Which subject would my parents choose? Had they been listening to me throughout the year to get a feel in what I was interested in?
As, for several years on the trot, I received the Rupert annual, they clearly hadn’t. Unless they thought I was a secret Daily Express reader, I was always slightly disappointed. I didn’t possess a matching pair of distasteful yellow scarf and trousers – if I had been posher, I might have had; but this was Balham in the ‘60s, so that was never happening.
I’d have liked to have got the first edition, published in 1936, featuring stories where Rupert trains with Jesse Owens and Hitler invades Nutwood, with the pretence that there were German speakers living there.
After a while of the annuals still being in pristine condition the following December, my parents changed tack.
The Coronation Street annual was never the same after 1964, as it no longer featured pictures of Martha Longhurst.

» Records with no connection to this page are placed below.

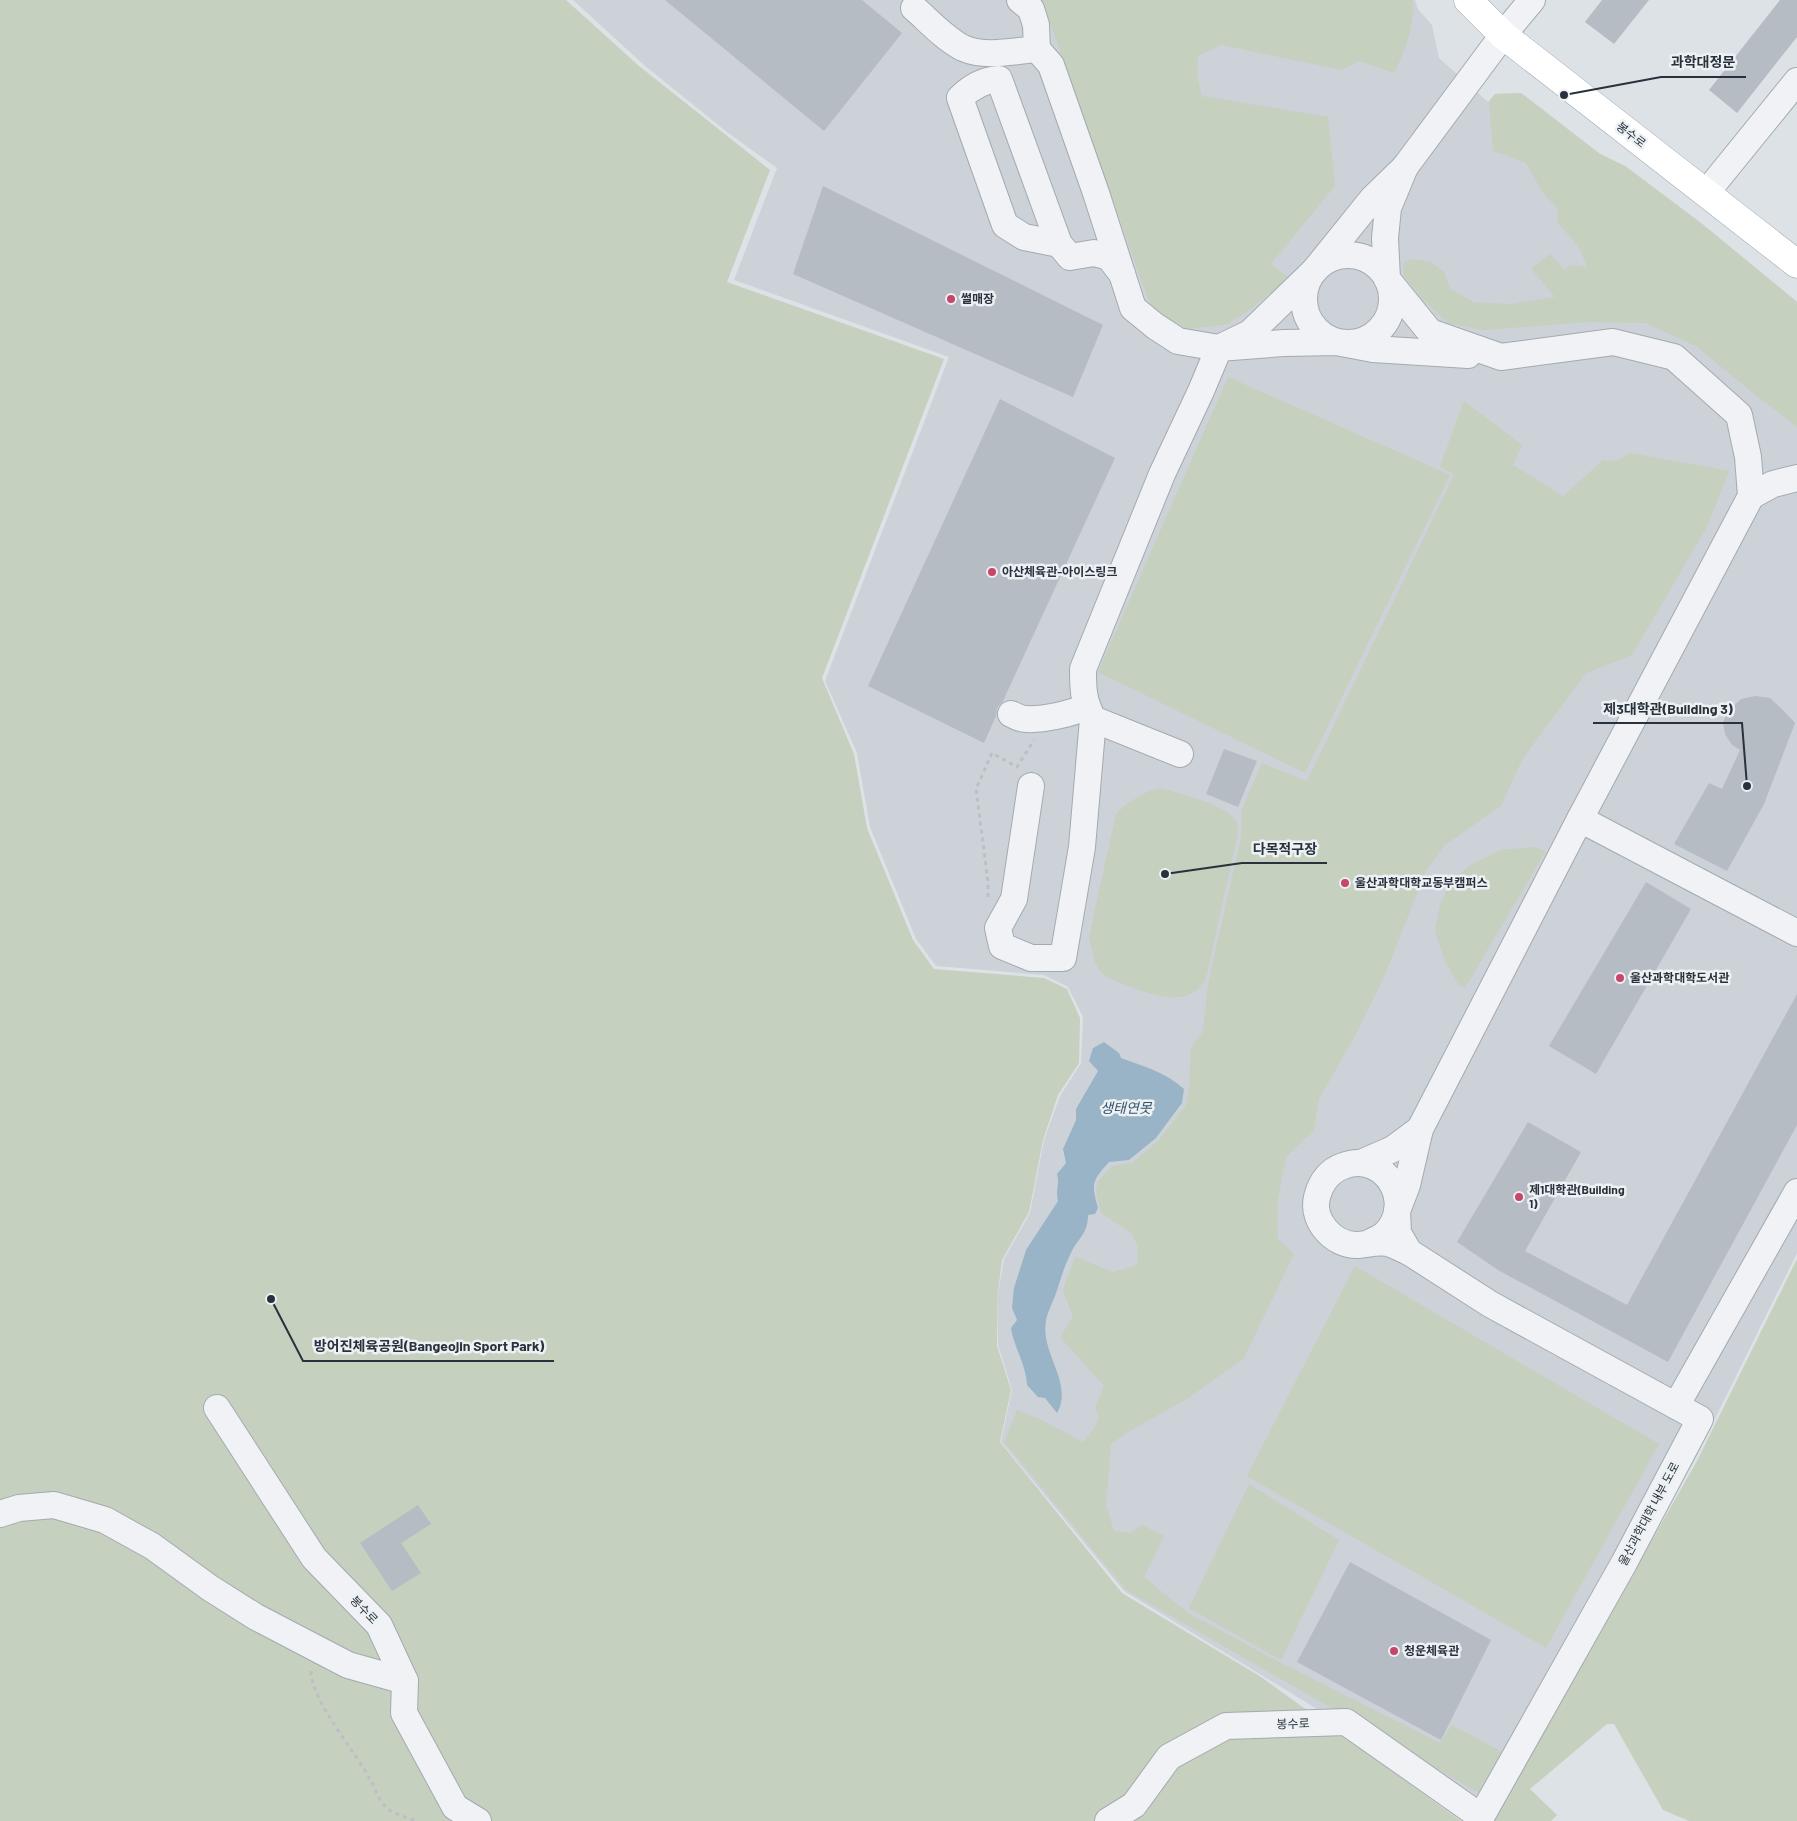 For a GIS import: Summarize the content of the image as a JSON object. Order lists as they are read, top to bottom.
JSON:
{
  "streets": {
    "main road": ["봉수로"],
    "street": ["울산과학대학 내부 도로"]
  },
  "crossings": [
    ["봉수로", "울산과학대학 내부 도로"]
  ],
  "water": ["생태연못"],
  "places": [
    "과학대정문",
    "썰매장",
    "아산체육관-아이스링크",
    "제3대학관(Building 3)",
    "다목적구장",
    "울산과학대학교동부캠퍼스",
    "울산과학대학도서관",
    "제1대학관(Building 1)",
    "방어진체육공원(Bangeojin Sport Park)",
    "청운체육관"
  ]
}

I was thrilled, in 1967, to get the Man from U.N.C.L.E. annual – I’d always wanted to be Illya Kuryakin and had, as a teenager, an interest in east European female gymnasts.
My parental procurement of my annual annual stopped in 1972. Aged 15, you really don’t want your mates coming round to your place and seeing The Clangers annual taking pride of place on your bookcase.
There were some great soup recipes inside, though.